Der Plan sieht vor, die Mittelschule Baden, die Höhere Lehranstalt für wirtschaftliche Berufe (HLA) und die Allgemeine Sonderschule (ASO) sowie eine Sporthalle am neuen Standort zusammenzufassen. Begründet wird das damit, dass eine Sanierung der in den 1950er-Jahren errichteten Mittelschule in der Pelzgasse so viel kosten würde wie ein Neubau. Die Schule ist nicht barrierefrei und die Energieeffizienz niedrig. Bei der HLA sei der Schulbetrieb an zwei Standorten und in drei Gebäudekomplexen nicht zeitgemäß. Auch hier gebe es keine Barrierefreiheit, keine Sportanlagen im Freien und einen zu kleinen Turnsaal. In der ASO sei durch stark gestiegene Schülerzahlen das Raumangebot für den Schulbetrieb derzeit unzureichend.

Ein Neubau an einem Standort auf den Grundstücken der Wiener Straße 70 und an der Mühlgasse 67 scheinen aus mehreren Gründen optimal zu sein und lassen Synergien in mehrfacher Hinsicht zu, heißt es. Etwa durch die gemeinsame Nutzung von Infrastrukturen.

Die Turnsäle können in einem eigenen Gebäude errichtet werden. Die dadurch entstehende Sporthalle könne auch von Schülern anderer Schulen genutzt werden und außerhalb der Unterrichtszeiten an Vereine vermietet werden.

Auch eine weitergehende Nutzung etwa als Rollschuhhalle sowie die Nutzung von Fassadenteilen als Kletterwand sollte geprüft werden. Der Bildungscampus könne außerdem noch um weitere Einrichtungen ergänzt werden, wie Errichtung eines Kindergartens, falls die Ausbildung zur Kindergartenpädagogin akademisch wird, weiters eine Einrichtung der Außenstelle der Bildungsdirektion für Niederösterreich und die Errichtung von Räumen für Ärzte, Psychologen und Therapeuten.

Gemeinsam für den Bildungscampus aktiv: Johann Heuras, Johanna Mikl-Leitner, Stefan Szirucsek und Wolfgang Gleissner (v.l.).
Fussi

Die Vorteile aus pädagogischer Sicht seien beispielgebend. „Dieses Projekt hat Vorbildcharakter“ ist Bildungsdirektor Heuras überzeugt. Mikl-Leitner strich die schulübergreifende Nutzung, die Erleichterung des Übertritts zwischen den Schulen sowie die dadurch entstehenden Synergien in der Ressourcennutzung hervor. „Die Vielfalt moderner pädagogischer Konzepte an einem Standort eröffnet völlig neue Möglichkeiten“, ist Szirucsek überzeugt.

In Baden finde man „eine ideale Situation“ für die Errichtung eines derartigen Bildungscampus vor, man könne „etwas schaffen, das zukunftsweisend ist“, erklärte Gleissner von der BiG. Die Machbarkeitsstudie liege bereits vor und falle positiv aus.

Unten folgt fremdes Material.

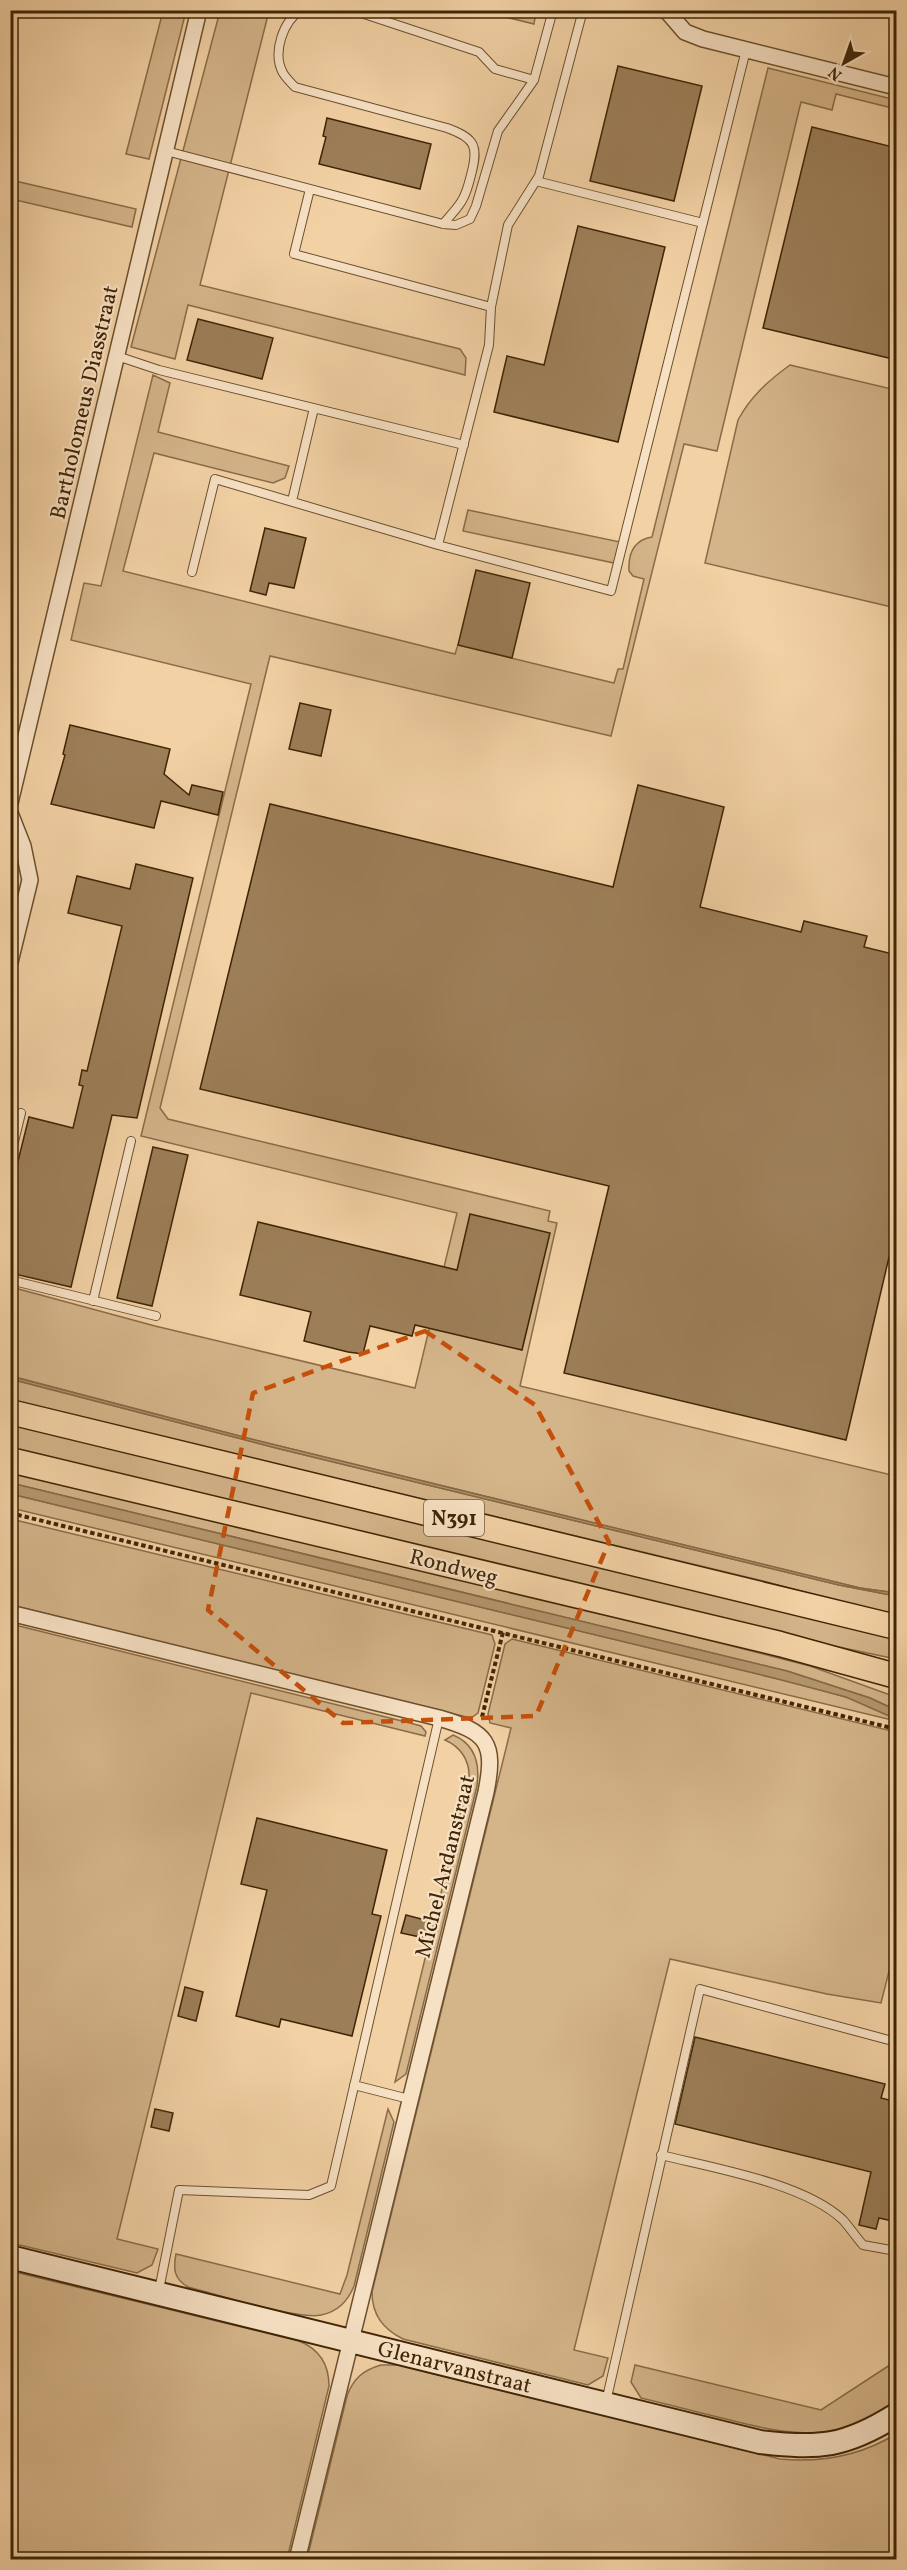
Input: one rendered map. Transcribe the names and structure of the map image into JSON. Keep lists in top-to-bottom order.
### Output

Als nächster Schritt werde ein Architekturwettbewerb ausgelobt. Bis zur Fertigstellung rechne er mit einem Zeitraum von fünf Jahren, sagte Gleissner. Die Kosten variieren je nach Architektenvorschlag, würden sich aber insgesamt um die 60 Millionen Euro bewegen, schätzt er.

Große Vorfreude bei den betreffenden Schulen

Bei den Schulleitern ist die Freude über die mögliche Realisierung groß. Mittelschul-Direktorin Brigitte Gumilar sieht „enorme Möglichkeiten, das pädagogisch zu nützen und „Kindern in unterschiedlichen Schulen und in unterschiedlichen Altersstufen und Leistungsniveaus die beste individuelle Förderung zukommen“ zu lassen. Sie betont jedoch die Wichtigkeit von ausreichenden Turnsälen für alle Schulen in dem Areal. Auch eine neue Schwimmhalle müsse Bestandteil der Planung sein, meint sie.

„Ich bin hocherfreut“, ist auch HLA-Direktor Thomas Douschan vom Projekt angetan. Dass „so schnell Nägel mit Köpfen gemacht“ werden, überrasche ihn. Als besonders positiv erachte er die mögliche Kooperation mit der Mittelschule. ASO-Leiterin Andrea Takacs konnte nicht erreicht werden. Poly-Direktorin Barbara Kogler-Keil bestätigt aber, dass die ASO „aus allen Nähten platze“ und daher zwei Räume der Polytechnischen Schule nutze. Sie hofft, dass die Schulvertreter bereits im Vorfeld beim Wettbewerb Mitsprache bekommen.